■ **WHAT NEEDS TO BE DONE**
Within these entries, which lines include the string "serif"? Copy each one.

DATA UNDER STUDY below:

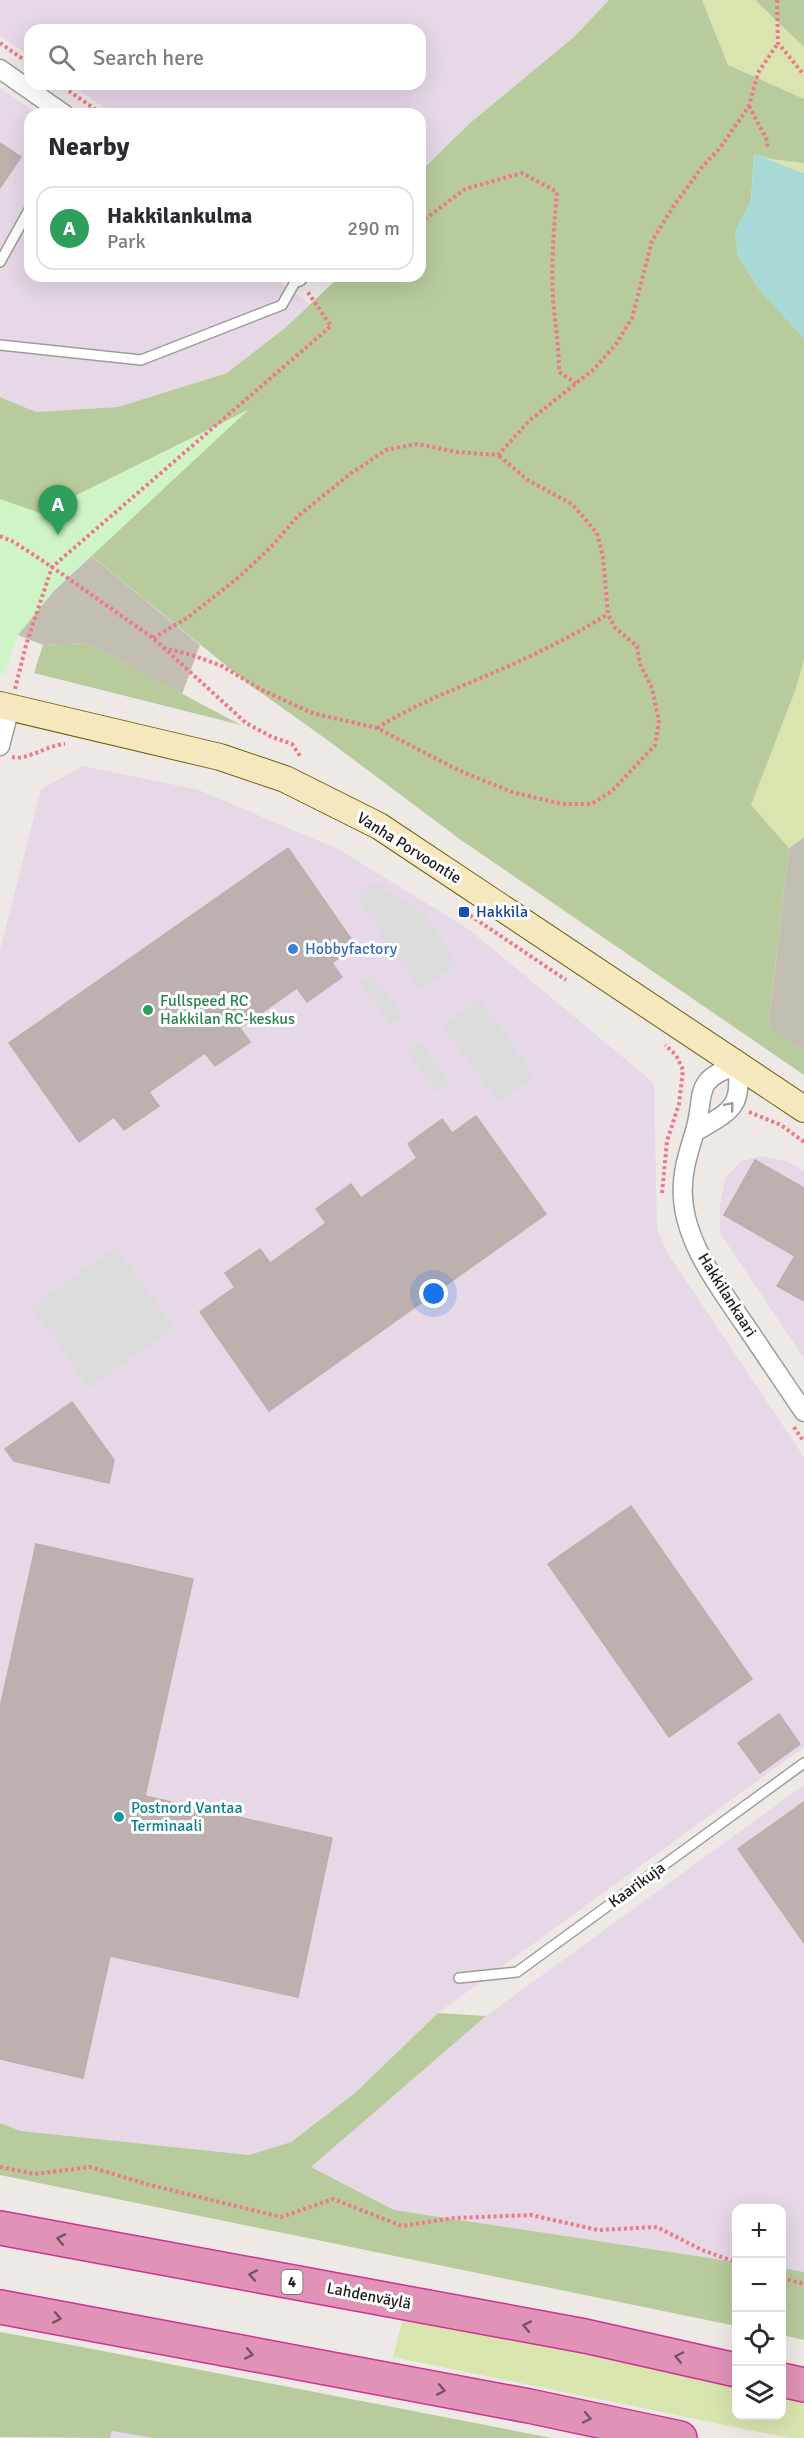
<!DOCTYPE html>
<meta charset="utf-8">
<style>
:root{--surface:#fff;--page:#f2f2f3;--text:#2b2b33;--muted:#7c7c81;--line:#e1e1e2;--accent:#be1040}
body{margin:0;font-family:Signika,sans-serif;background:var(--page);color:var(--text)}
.controls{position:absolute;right:18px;bottom:18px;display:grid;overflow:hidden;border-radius:12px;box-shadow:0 6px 24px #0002}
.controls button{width:54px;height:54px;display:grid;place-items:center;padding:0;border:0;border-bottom:2px solid var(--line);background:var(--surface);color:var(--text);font:30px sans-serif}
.you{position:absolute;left:434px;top:1294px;width:21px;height:21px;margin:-15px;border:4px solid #fff;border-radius:50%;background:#1a73e8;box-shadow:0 0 0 9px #1a73e833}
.badge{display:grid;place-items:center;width:39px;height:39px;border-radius:50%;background:var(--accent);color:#fff;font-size:20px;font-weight:700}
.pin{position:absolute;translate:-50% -50px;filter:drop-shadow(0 2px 3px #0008)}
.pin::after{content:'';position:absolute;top:32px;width:21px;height:18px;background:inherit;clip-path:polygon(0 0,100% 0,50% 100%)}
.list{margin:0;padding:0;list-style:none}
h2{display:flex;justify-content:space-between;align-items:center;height:78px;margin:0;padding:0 24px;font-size:26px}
h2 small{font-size:20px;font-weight:400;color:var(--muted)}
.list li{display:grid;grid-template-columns:39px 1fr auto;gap:18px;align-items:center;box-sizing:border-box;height:84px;margin:0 12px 12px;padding:0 12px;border:2px solid var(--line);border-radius:18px}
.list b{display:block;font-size:22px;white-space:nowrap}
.list p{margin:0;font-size:20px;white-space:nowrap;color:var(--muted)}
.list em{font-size:20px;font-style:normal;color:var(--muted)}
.icon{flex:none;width:33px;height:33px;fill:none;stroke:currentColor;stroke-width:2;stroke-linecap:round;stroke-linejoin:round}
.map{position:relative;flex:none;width:804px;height:2438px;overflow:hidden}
.search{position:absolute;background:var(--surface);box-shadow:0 6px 24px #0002;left:24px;top:24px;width:402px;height:66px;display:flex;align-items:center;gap:15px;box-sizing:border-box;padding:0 21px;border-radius:18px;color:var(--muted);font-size:22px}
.panel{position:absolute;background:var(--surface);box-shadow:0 6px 24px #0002;left:24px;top:108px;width:402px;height:174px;border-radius:18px}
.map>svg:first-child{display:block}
.industrial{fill:#e6d8e7}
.construction{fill:#c3beb2}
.grass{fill:#d8e5af}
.forest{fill:#b7cb9d}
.park{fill:#cff5c6}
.parking{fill:#dbdbdb}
.water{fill:#a9d9d7}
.building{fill:#bcb1af;stroke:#bfada9;stroke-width:1.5}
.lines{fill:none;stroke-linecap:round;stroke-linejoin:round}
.lane-casing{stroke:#9c9c9c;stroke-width:12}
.street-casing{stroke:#9c9c9c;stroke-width:21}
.secondary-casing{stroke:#6e5e0d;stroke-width:28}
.highway-casing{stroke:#cd3292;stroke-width:36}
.path{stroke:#ef768b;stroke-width:4;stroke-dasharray:3 3;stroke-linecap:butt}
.lane{stroke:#fff;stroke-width:9}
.street{stroke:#fff;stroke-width:18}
.secondary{stroke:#f5e8be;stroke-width:26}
.highway{stroke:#e093b7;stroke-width:33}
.oneway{stroke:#9a9a9a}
.oneway2{stroke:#765363}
.transit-dot{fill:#1a4fb4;stroke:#fff;stroke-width:2}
.shop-dot{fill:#3f7fe0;stroke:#fff;stroke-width:2}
.leisure-dot{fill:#2e9e5b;stroke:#fff;stroke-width:2}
.culture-dot{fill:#0f9aa8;stroke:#fff;stroke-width:2}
.labels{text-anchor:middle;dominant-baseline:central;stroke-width:6;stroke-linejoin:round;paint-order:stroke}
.shield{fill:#fff;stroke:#626262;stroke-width:1.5}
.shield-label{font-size:15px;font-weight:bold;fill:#1f1f1f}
.street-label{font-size:16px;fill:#1f1f1f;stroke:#fff}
.transit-label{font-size:16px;fill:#164399;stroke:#fff;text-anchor:start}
.shop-label{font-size:16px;fill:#366cbe;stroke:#fff;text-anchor:start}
.leisure-label{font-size:16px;fill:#27864d;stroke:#fff;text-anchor:start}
.culture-label{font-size:16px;fill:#0d838f;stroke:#fff;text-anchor:start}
</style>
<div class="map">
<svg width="804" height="2438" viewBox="0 0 804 2438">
<rect width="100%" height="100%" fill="#efe9e6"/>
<g class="industrial">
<polygon points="0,0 609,0 574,37 470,123 420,172 420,114 113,114 70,84 420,84 420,30 30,30 30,56 0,36"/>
<polygon points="0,88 38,114 30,114 30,276 270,276 310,304 285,328 227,373 118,407 36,412 0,397"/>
<polygon points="83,766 199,790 340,850 470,930 654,1083 657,1228 668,1254 804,1457 804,1747 438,2013 355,2093 290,2142 249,2155 21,2131 0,2123 0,950 41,789"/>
<polygon points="762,1156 786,1161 804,1171 804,1358 720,1233 720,1203 726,1177 741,1161"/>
<polygon points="804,1785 804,2272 782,2268 782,2208 736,2208 736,2262 394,2210 311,2167 486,2016"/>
<polygon points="111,2430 153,2438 110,2438"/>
</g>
<g class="construction">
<polygon points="0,499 40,514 200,645 182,694 86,643 43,645 18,635 0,547"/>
<polygon points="804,837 804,1050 768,1028 789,848"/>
</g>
<g class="grass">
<polygon points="702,0 756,0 804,47 804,99 728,65"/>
<polygon points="771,159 804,163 804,173 782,167"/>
<polygon points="804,660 804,837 789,848 751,805 795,691"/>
<polygon points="404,2314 736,2383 736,2416 782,2416 782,2392 804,2397 804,2438 789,2438 393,2357"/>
</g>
<g class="forest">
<polygon points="609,0 702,0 728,65 804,99 804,163 771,159 754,154 751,201 735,232 738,256 759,289 804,338 804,660 795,691 751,805 789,848 768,1027 804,1050 804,1075 461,840 326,739 250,685 40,514 0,499 0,397 36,412 118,407 227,373 285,328 340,276 420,276 420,172 470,123 574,37"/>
<polygon points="756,0 804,0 804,47 757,2"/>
<polygon points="86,643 241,725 34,673 43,645"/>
<polygon points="438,2013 486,2016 311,2167 394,2210 736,2262 736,2326 0,2175 0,2123 21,2131 249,2155 291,2142 355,2093"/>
<polygon points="782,2268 804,2272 804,2340 782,2335"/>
<polygon points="0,2332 77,2346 552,2438 153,2438 112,2431 110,2438 0,2437"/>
</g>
<polygon class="park" points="248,410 53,592 18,635 5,675 0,674 0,499 40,513"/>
<g class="parking">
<polygon points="375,882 424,913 457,964 419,990 356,896"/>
<polygon points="373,975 403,1016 391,1025 360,985"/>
<polygon points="480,999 535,1076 498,1103 442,1025"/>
<polygon points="420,1042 450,1083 437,1092 407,1051"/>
<polygon points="116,1247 174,1328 89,1388 31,1307"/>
</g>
<path class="water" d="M754 153C772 160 786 168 804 173V338L759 289 738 256 735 232 751 201Z"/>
<g class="building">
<polygon points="0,143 21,157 0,188"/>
<polygon points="288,848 356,946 332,963 342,977 307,1002 297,988 240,1028 250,1042 215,1066 205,1053 149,1092 159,1106 124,1130 114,1117 79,1142 9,1043"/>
<polygon points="476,1116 546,1214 269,1411 200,1312 235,1287 225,1273 260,1249 270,1263 326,1223 316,1209 351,1184 361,1198 417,1158 408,1144 442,1119 452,1133"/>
<polygon points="755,1160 804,1188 804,1301 777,1286 795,1256 724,1215"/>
<polygon points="72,1402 114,1460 109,1483 14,1461 5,1449"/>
<polygon points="631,1506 752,1679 669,1737 548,1564"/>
<polygon points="36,1544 193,1579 145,1796 332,1838 298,1997 110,1956 83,2078 0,2059 0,1708"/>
<polygon points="779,1714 800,1744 760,1773 738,1743"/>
<polygon points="804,1802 804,1943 738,1849"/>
</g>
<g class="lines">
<defs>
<g id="lane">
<polyline points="0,262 30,208"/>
<polyline points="0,345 141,360 282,305 298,277"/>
<polyline points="459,1978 517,1972 804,1763"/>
</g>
<g id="street">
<polyline points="0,69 64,114"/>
<polyline points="296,276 298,277"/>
<polyline points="0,746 10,707"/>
<path d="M695 1132C730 1111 743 1109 737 1065 691 1081 706 1093 695 1131 688 1154 681 1174 683 1198 686 1245 720 1288 745 1325 765 1354 784 1383 804 1412"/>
</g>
<polyline id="secondary" points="0,705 220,757 285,779 379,826 804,1109"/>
<g id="highway">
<polyline points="0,2228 585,2336 736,2370"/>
<polyline points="0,2307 529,2406 680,2438"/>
<polyline points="782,2380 804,2385"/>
</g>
</defs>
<use href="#lane" class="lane-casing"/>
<use href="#street" class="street-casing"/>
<use href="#secondary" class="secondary-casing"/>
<use href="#highway" class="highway-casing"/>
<g class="path">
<polyline points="777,0 778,43 804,75"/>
<polyline points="0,43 30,64"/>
<polyline points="59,84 102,114"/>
<polyline points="749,106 766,138 768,149"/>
<path d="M420 223 465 189 522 173 557 192C554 227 551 263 553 298 555 323 559 347 559 372L576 383"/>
<polyline points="0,536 14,542 52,567 153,638 246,723 272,737 292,744 300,756"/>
<polyline points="153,638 187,618 239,577 271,547 298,516 350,474 386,450 417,444 457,452 498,455 530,420 594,369 616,344 632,318 652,241 673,207 702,167 720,148 749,106 758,73 778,43"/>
<polyline points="163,648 192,655 222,666 260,689 312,713 377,728 458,770 512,792 562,804 591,804 611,792 655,745 659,722 652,688 640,664 637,646 615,628 608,614 603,557 597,533 572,504 529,481 498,455"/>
<polyline points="15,689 26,645 52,567 331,326 307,291"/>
<path d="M377 728C410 707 445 693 481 678 524 660 568 639 608 614"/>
<path d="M12 757C27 761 47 745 65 744"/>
<polyline points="465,912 566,980"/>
<polyline points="749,1112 781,1125 804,1142"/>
<polyline points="662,1193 667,1141 679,1104 683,1070 676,1055 665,1045"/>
<polyline points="794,1427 804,1442"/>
<polyline points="0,2167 35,2174 90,2167 150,2185 281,2217 333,2199 402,2226 454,2218 531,2215 598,2230 657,2227 702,2250 736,2262"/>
<polyline points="782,2278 804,2284"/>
</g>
<use href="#lane" class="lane"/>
<use href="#street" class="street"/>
<use href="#secondary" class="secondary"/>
<use href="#highway" class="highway"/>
</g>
<defs><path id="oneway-chevron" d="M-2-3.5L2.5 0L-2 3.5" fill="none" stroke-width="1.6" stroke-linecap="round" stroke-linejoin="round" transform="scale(1.5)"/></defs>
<use class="oneway" href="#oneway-chevron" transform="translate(730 1106) rotate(-50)"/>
<g class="oneway2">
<use href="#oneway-chevron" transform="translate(61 2239) rotate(-169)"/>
<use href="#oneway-chevron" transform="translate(253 2275) rotate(-169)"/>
<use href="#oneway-chevron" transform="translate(57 2318) rotate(11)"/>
<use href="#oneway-chevron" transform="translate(527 2326) rotate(-169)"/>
<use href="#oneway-chevron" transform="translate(249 2354) rotate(11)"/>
<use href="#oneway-chevron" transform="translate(679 2357) rotate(-168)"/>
<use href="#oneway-chevron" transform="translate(441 2390) rotate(11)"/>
<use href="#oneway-chevron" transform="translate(587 2418) rotate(12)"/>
</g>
<rect class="transit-dot" x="458" y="906" width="12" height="12" rx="3"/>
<circle class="shop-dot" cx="293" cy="949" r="6"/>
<circle class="leisure-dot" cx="148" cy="1010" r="6"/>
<circle class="culture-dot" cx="119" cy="1817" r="6"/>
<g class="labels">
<rect class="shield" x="281.5" y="2270" width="21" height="24" rx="4.5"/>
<g class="shield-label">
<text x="292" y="2282">4</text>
</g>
<g class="street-label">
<text transform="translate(409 848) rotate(32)">Vanha Porvoontie</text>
<text transform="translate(727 1295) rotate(58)">Hakkilankaari</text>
<text transform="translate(637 1885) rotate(-36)">Kaarikuja</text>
<text transform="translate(369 2296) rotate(11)">Lahdenväylä</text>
</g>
<g class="transit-label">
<text x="476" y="912">Hakkila</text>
</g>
<g class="shop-label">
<text x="305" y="949">Hobbyfactory</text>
</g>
<g class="leisure-label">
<text x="160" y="1001">Fullspeed RC<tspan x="160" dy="18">Hakkilan RC-keskus</tspan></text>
</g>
<g class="culture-label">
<text x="131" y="1808">Postnord Vantaa<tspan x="131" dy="18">Terminaali</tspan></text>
</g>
</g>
</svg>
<div class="controls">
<button>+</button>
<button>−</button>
<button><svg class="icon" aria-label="locate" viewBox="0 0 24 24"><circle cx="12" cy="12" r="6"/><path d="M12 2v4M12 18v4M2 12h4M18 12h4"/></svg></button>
<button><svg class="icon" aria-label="layers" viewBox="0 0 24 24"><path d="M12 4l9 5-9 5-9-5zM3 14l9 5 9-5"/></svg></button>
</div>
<div class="you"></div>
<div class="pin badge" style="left:58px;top:535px;background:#2e9e5b">A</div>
<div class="search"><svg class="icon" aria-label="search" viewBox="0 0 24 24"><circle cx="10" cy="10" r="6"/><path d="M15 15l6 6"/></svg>Search here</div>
<section class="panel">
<h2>Nearby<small></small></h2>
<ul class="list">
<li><span class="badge" style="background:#2e9e5b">A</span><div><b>Hakkilankulma</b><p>Park</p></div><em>290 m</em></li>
</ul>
</section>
</div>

End of DATA UNDER STUDY.

■ **TASK RESULT**
body{margin:0;font-family:Signika,sans-serif;background:var(--page);color:var(--text)}
.controls button{width:54px;height:54px;display:grid;place-items:center;padding:0;border:0;border-bottom:2px solid var(--line);background:var(--surface);color:var(--text);font:30px sans-serif}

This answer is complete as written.